=== Section Start ===

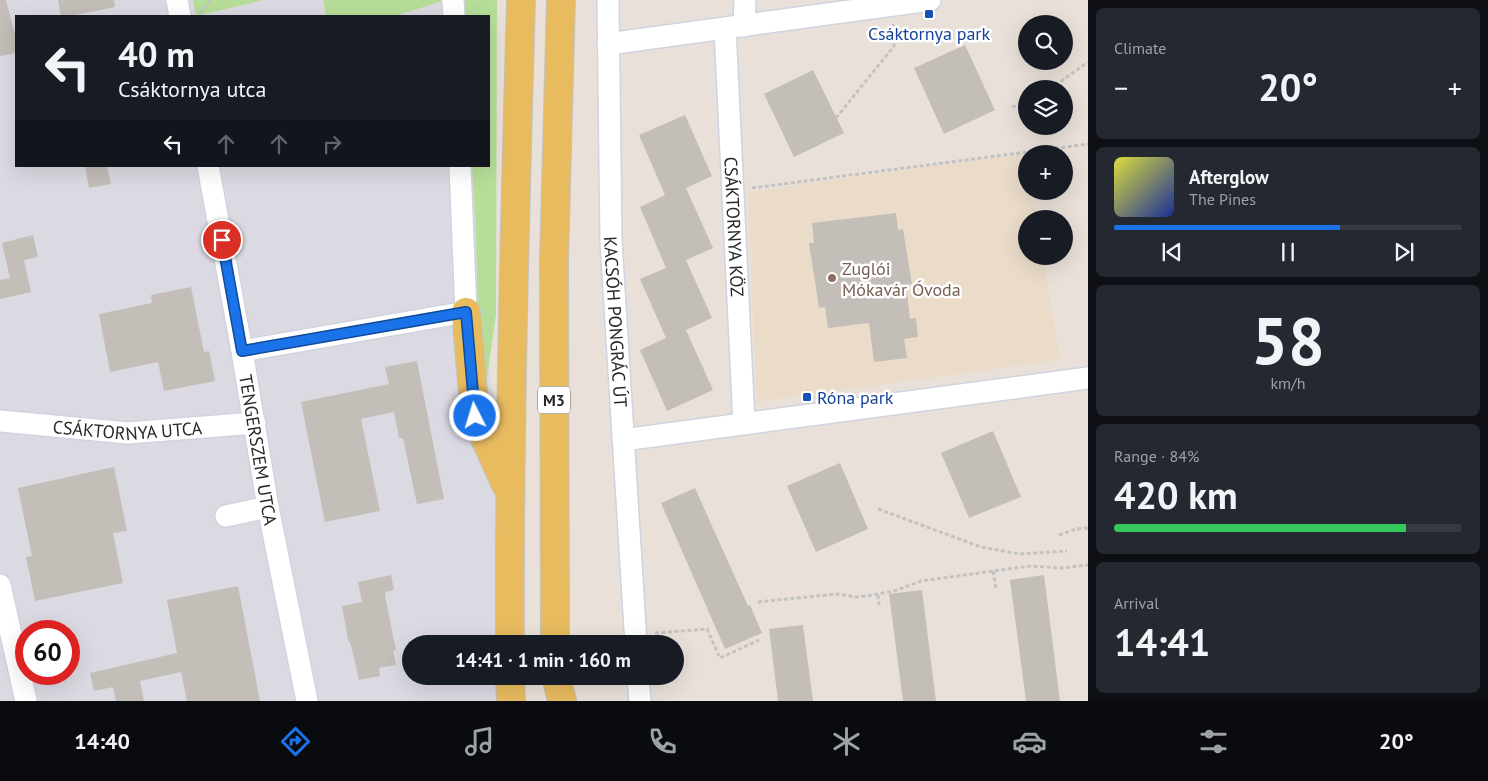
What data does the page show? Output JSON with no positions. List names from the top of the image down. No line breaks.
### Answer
{"streets":{"main road":["M3"],"street":["CSÁKTORNYA KÖZ","KACSÓH PONGRÁC ÚT","CSÁKTORNYA UTCA","TENGERSZEM UTCA"]},"crossings":[["CSÁKTORNYA UTCA","TENGERSZEM UTCA"]],"places":{"transit":["Csáktornya park","Róna park"],"other":["Zuglói Mókavár Óvoda"]},"page":{"tile":["Climate",["58","km/h"],["Range · 84%","420 km"],["Arrival","14:41"]],"map_buttons":["+","−"],"turn":["40 m","Csáktornya utca"],"heat":["−","20°","+"],"song":["Afterglow","The Pines"],"limit":"60","trip":"14:41 · 1 min · 160 m","tabs":["14:40","20°"]}}
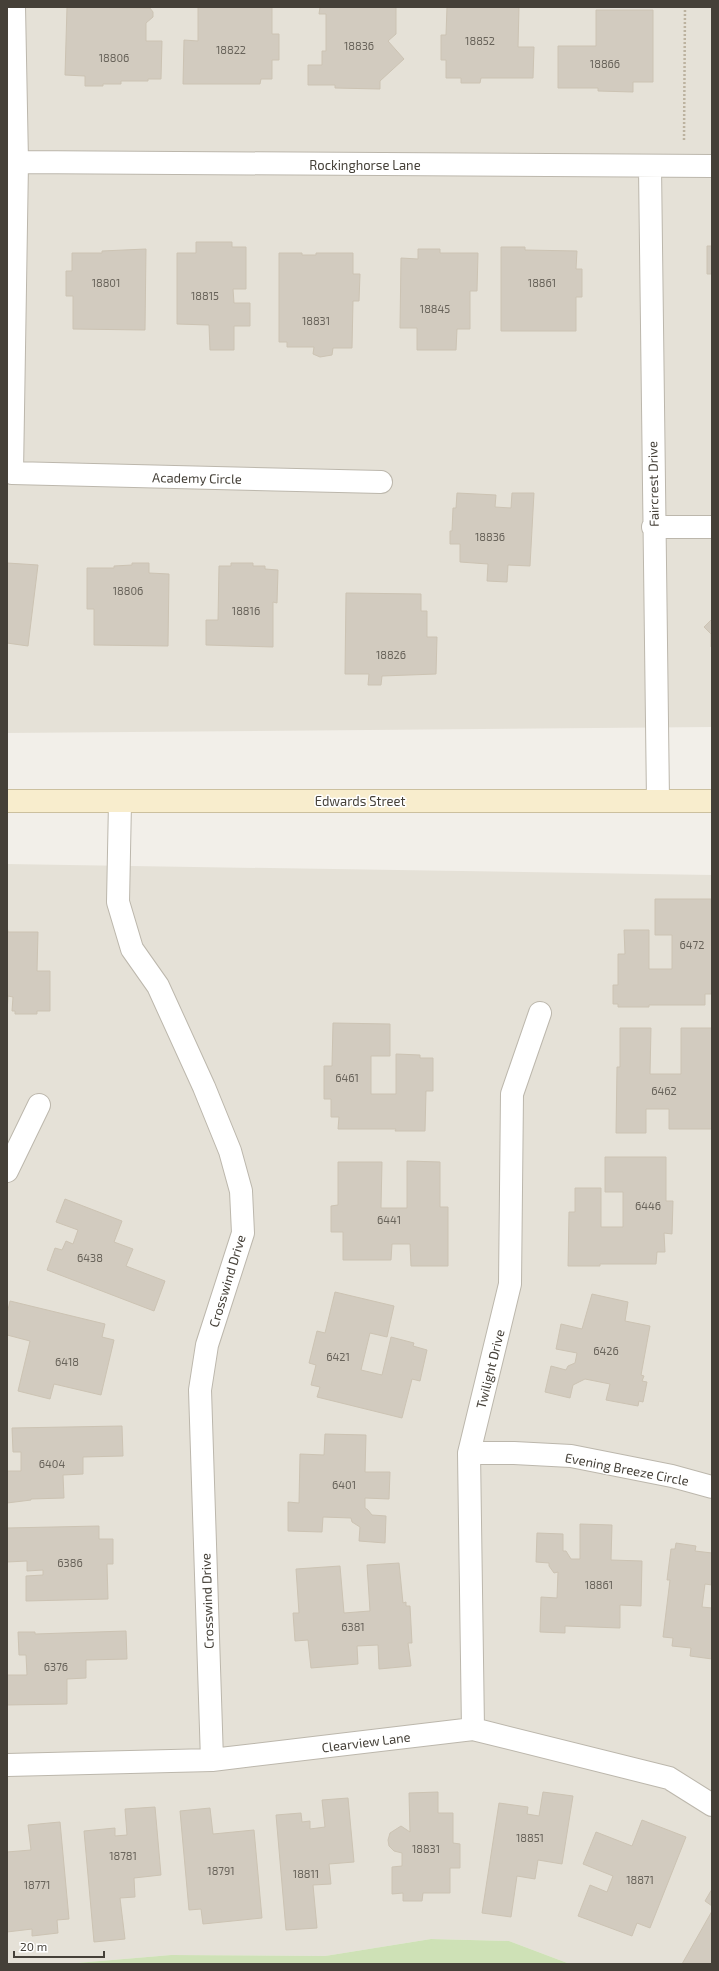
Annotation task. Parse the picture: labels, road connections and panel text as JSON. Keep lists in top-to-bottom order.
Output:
{
  "streets": {
    "main road": ["Edwards Street"],
    "street": [
      "Rockinghorse Lane",
      "Academy Circle",
      "Faircrest Drive",
      "Crosswind Drive",
      "Twilight Drive",
      "Evening Breeze Circle",
      "Clearview Lane"
    ]
  },
  "crossings": [
    ["Rockinghorse Lane", "Academy Circle"],
    ["Rockinghorse Lane", "Faircrest Drive"],
    ["Faircrest Drive", "Edwards Street"],
    ["Edwards Street", "Crosswind Drive"],
    ["Crosswind Drive", "Clearview Lane"],
    ["Twilight Drive", "Evening Breeze Circle"],
    ["Twilight Drive", "Clearview Lane"]
  ],
  "house_numbers": [
    "18852",
    "18836",
    "18822",
    "18806",
    "18866",
    "18801",
    "18861",
    "18815",
    "18845",
    "18831",
    "18836",
    "18806",
    "18816",
    "18826",
    "6472",
    "6461",
    "6462",
    "6446",
    "6441",
    "6438",
    "6426",
    "6421",
    "6418",
    "6404",
    "6401",
    "6386",
    "18861",
    "6381",
    "6376",
    "18851",
    "18831",
    "18781",
    "18791",
    "18811",
    "18871",
    "18771"
  ],
  "scale_bar": "20 m"
}
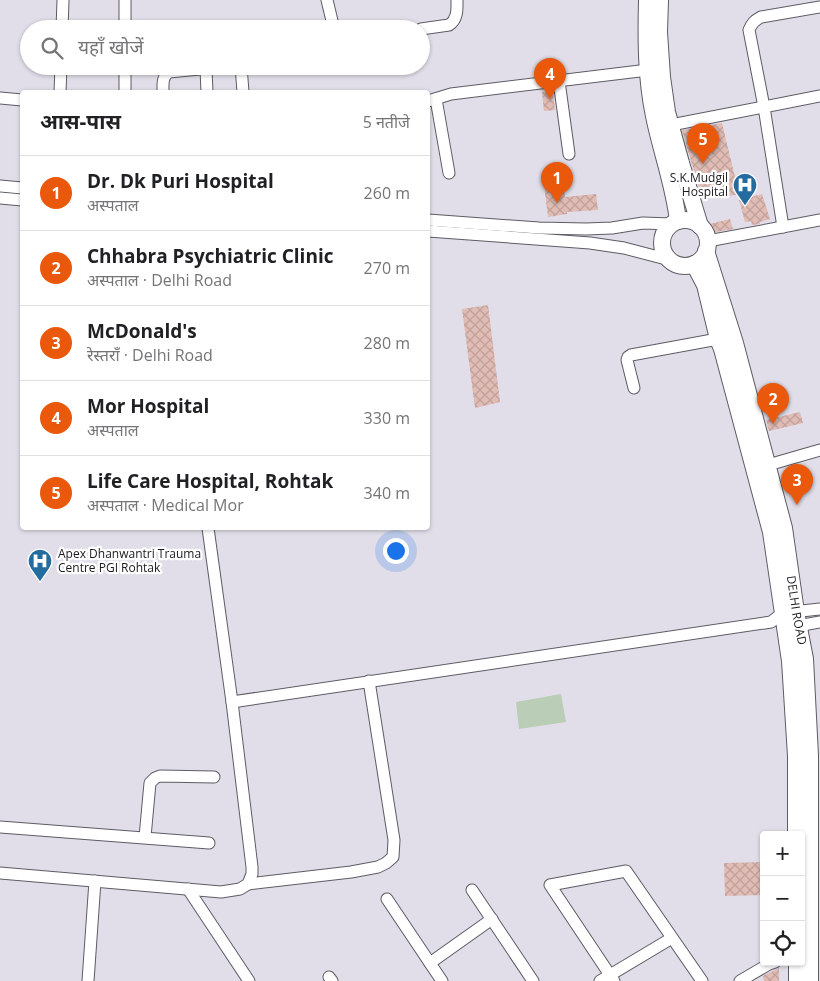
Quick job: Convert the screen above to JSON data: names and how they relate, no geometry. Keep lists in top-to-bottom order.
{
  "streets": {
    "main road": ["DELHI ROAD"]
  },
  "places": {
    "hospital": ["S.K.Mudgil Hospital", "Apex Dhanwantri Trauma Centre PGI Rohtak"]
  },
  "page": {
    "search": "यहाँ खोजें",
    "pins": [
      "4",
      "5",
      "1",
      "2",
      "3"
    ],
    "heading": ["आस-पास", "5 नतीजे"],
    "list": [
      {
        "mark": "1",
        "name": "Dr. Dk Puri Hospital",
        "note": "अस्पताल",
        "value": "260 m"
      },
      {
        "mark": "2",
        "name": "Chhabra Psychiatric Clinic",
        "note": "अस्पताल · Delhi Road",
        "value": "270 m"
      },
      {
        "mark": "3",
        "name": "McDonald's",
        "note": "रेस्तराँ · Delhi Road",
        "value": "280 m"
      },
      {
        "mark": "4",
        "name": "Mor Hospital",
        "note": "अस्पताल",
        "value": "330 m"
      },
      {
        "mark": "5",
        "name": "Life Care Hospital, Rohtak",
        "note": "अस्पताल · Medical Mor",
        "value": "340 m"
      }
    ],
    "map_buttons": ["+", "−"]
  }
}
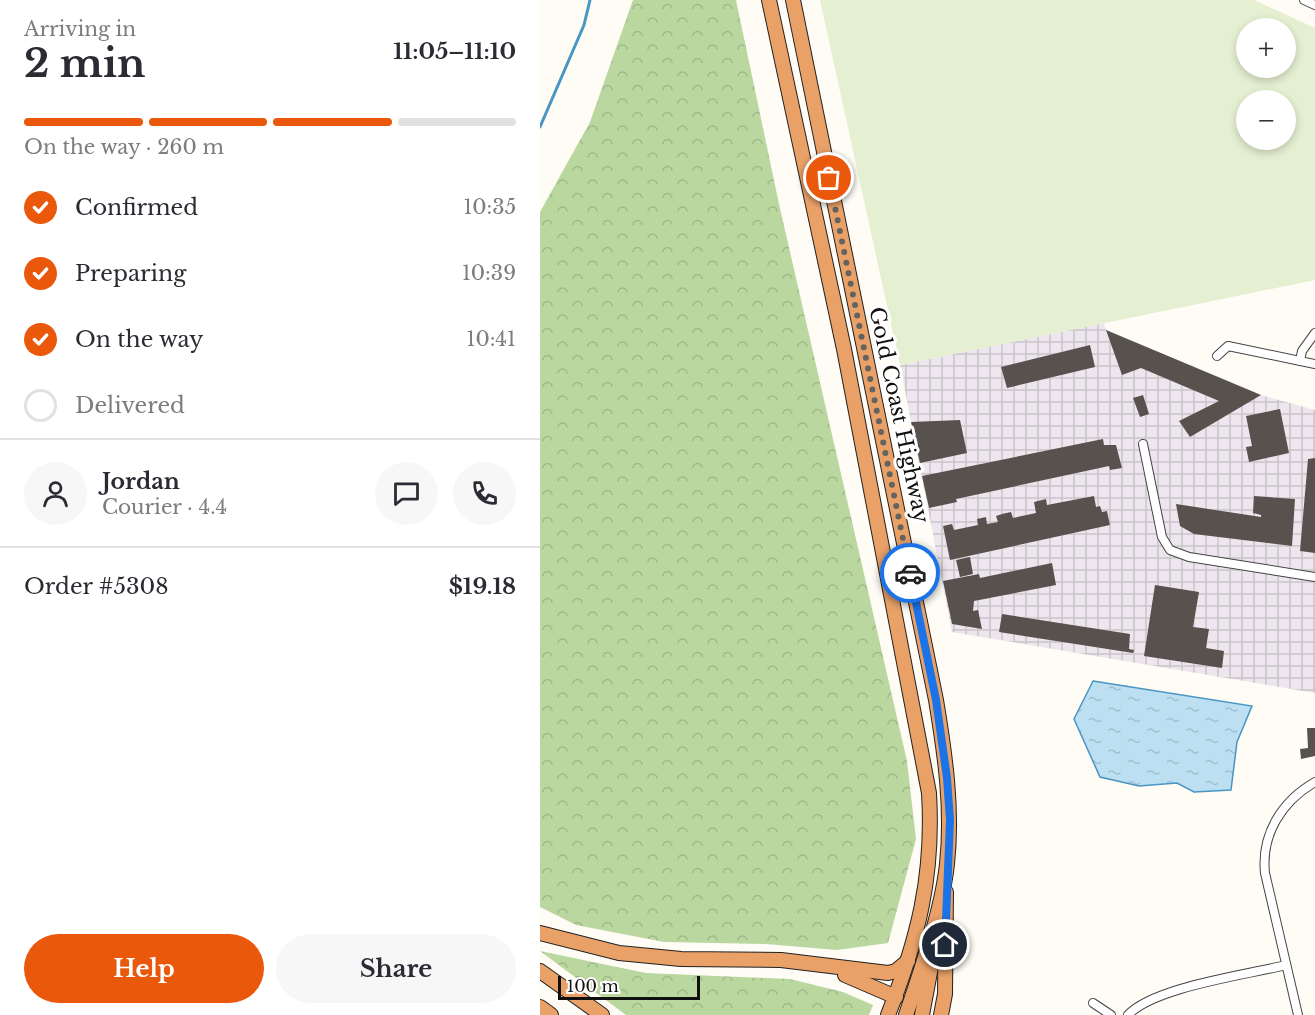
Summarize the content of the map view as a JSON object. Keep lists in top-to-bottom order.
{
  "streets": {
    "highway": ["Gold Coast Highway"]
  },
  "scale_bar": "100 m",
  "page": {
    "heading": ["2 min", "Arriving in", "11:05–11:10"],
    "panel": [
      "Jordan",
      "Courier · 4.4",
      "Order #5308",
      "$19.18"
    ],
    "map_buttons": ["+", "−"],
    "bar": "On the way · 260 m",
    "list": [
      ["Confirmed", "10:35"],
      ["Preparing", "10:39"],
      ["On the way", "10:41"],
      "Delivered"
    ],
    "buttons": ["Help", "Share"],
    "scale": "100 m"
  }
}
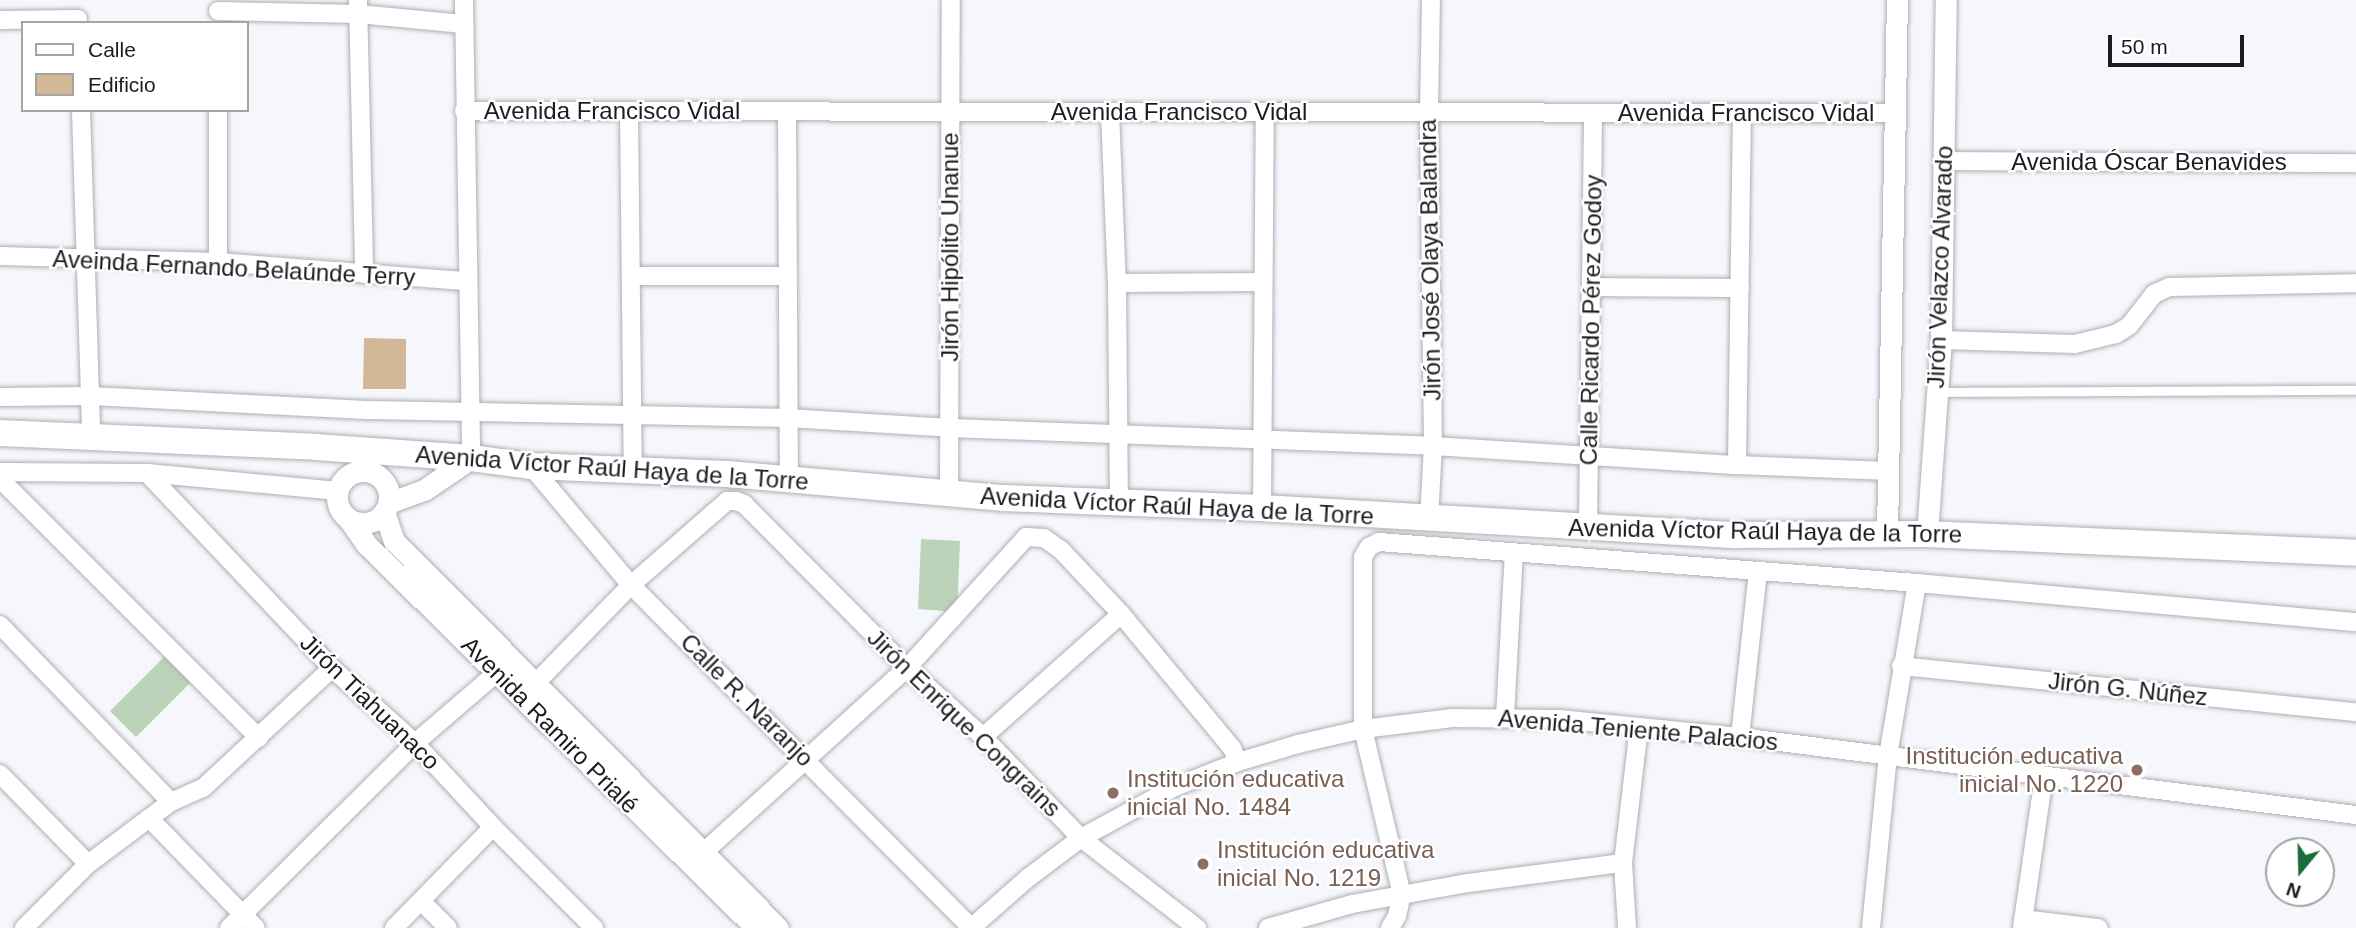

=== Section End ===

**WHAT TO PRODUCE:** Work out how many lines above contain the word "places". Give only the number.

**EXERCISE RESULT:** 2